*TO DO:*
The entries must be set down again word for word; no pictures belong in the copy.

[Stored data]
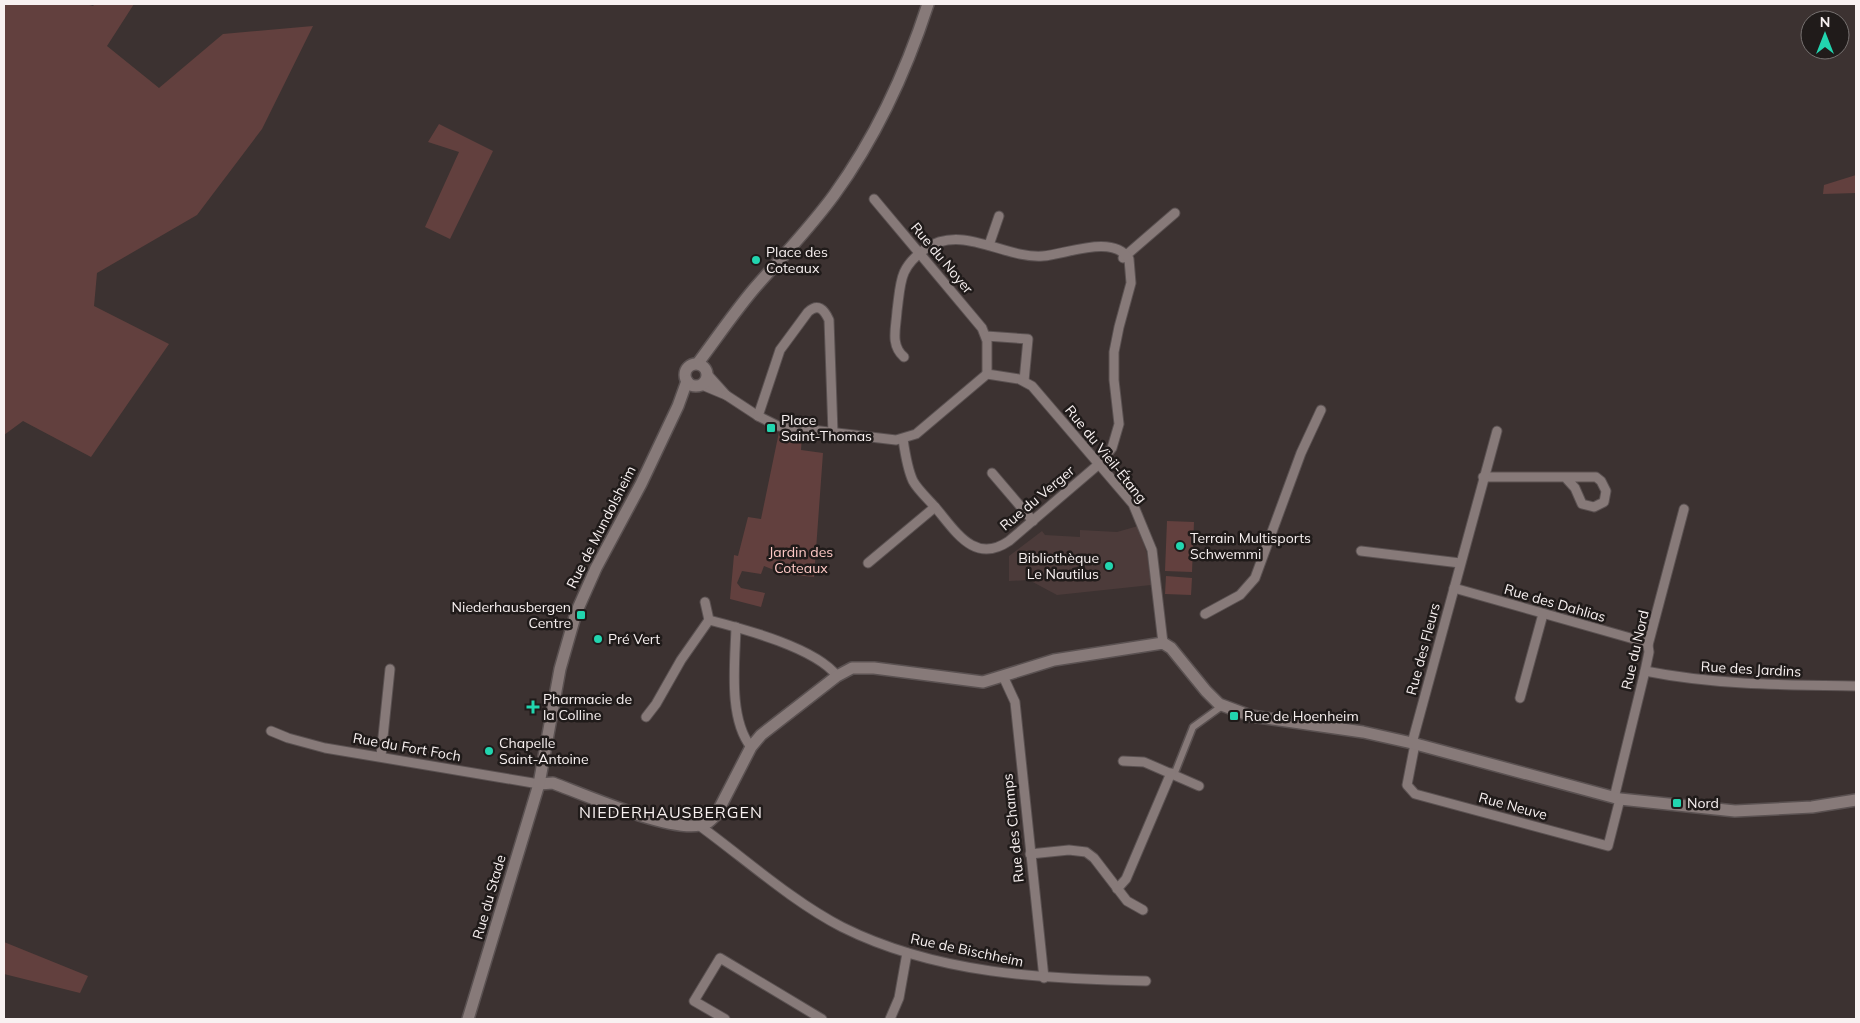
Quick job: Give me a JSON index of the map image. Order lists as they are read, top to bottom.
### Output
{
  "streets": {
    "street": [
      "Rue du Noyer",
      "Rue du Vieil-Étang",
      "Rue du Verger",
      "Rue de Mundolsheim",
      "Rue des Dahlias",
      "Rue des Fleurs",
      "Rue du Nord",
      "Rue des Jardins",
      "Rue du Fort Foch",
      "Rue Neuve",
      "Rue des Champs",
      "Rue du Stade",
      "Rue de Bischheim"
    ]
  },
  "crossings": [
    ["Rue du Vieil-Étang", "Rue du Verger"],
    ["Rue de Mundolsheim", "Rue du Fort Foch"],
    ["Rue de Mundolsheim", "Rue du Stade"],
    ["Rue des Dahlias", "Rue des Fleurs"],
    ["Rue des Dahlias", "Rue du Nord"],
    ["Rue des Fleurs", "Rue Neuve"],
    ["Rue du Nord", "Rue des Jardins"],
    ["Rue du Nord", "Rue Neuve"],
    ["Rue du Fort Foch", "Rue du Stade"],
    ["Rue des Champs", "Rue de Bischheim"]
  ],
  "districts": ["NIEDERHAUSBERGEN"],
  "parks": ["Jardin des Coteaux"],
  "places": {
    "other": [
      "Place des Coteaux",
      "Terrain Multisports Schwemmi",
      "Bibliothèque Le Nautilus",
      "Pré Vert",
      "Chapelle Saint-Antoine"
    ],
    "transit": [
      "Place Saint-Thomas",
      "Niederhausbergen Centre",
      "Rue de Hoenheim",
      "Nord"
    ],
    "health": ["Pharmacie de la Colline"]
  },
  "north": "top"
}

*FINISHED EXERCISE:*
Quick job: Give me a JSON index of the map image. Order lists as they are read, top to bottom.
### Output
{
  "streets": {
    "street": [
      "Rue du Noyer",
      "Rue du Vieil-Étang",
      "Rue du Verger",
      "Rue de Mundolsheim",
      "Rue des Dahlias",
      "Rue des Fleurs",
      "Rue du Nord",
      "Rue des Jardins",
      "Rue du Fort Foch",
      "Rue Neuve",
      "Rue des Champs",
      "Rue du Stade",
      "Rue de Bischheim"
    ]
  },
  "crossings": [
    ["Rue du Vieil-Étang", "Rue du Verger"],
    ["Rue de Mundolsheim", "Rue du Fort Foch"],
    ["Rue de Mundolsheim", "Rue du Stade"],
    ["Rue des Dahlias", "Rue des Fleurs"],
    ["Rue des Dahlias", "Rue du Nord"],
    ["Rue des Fleurs", "Rue Neuve"],
    ["Rue du Nord", "Rue des Jardins"],
    ["Rue du Nord", "Rue Neuve"],
    ["Rue du Fort Foch", "Rue du Stade"],
    ["Rue des Champs", "Rue de Bischheim"]
  ],
  "districts": ["NIEDERHAUSBERGEN"],
  "parks": ["Jardin des Coteaux"],
  "places": {
    "other": [
      "Place des Coteaux",
      "Terrain Multisports Schwemmi",
      "Bibliothèque Le Nautilus",
      "Pré Vert",
      "Chapelle Saint-Antoine"
    ],
    "transit": [
      "Place Saint-Thomas",
      "Niederhausbergen Centre",
      "Rue de Hoenheim",
      "Nord"
    ],
    "health": ["Pharmacie de la Colline"]
  },
  "north": "top"
}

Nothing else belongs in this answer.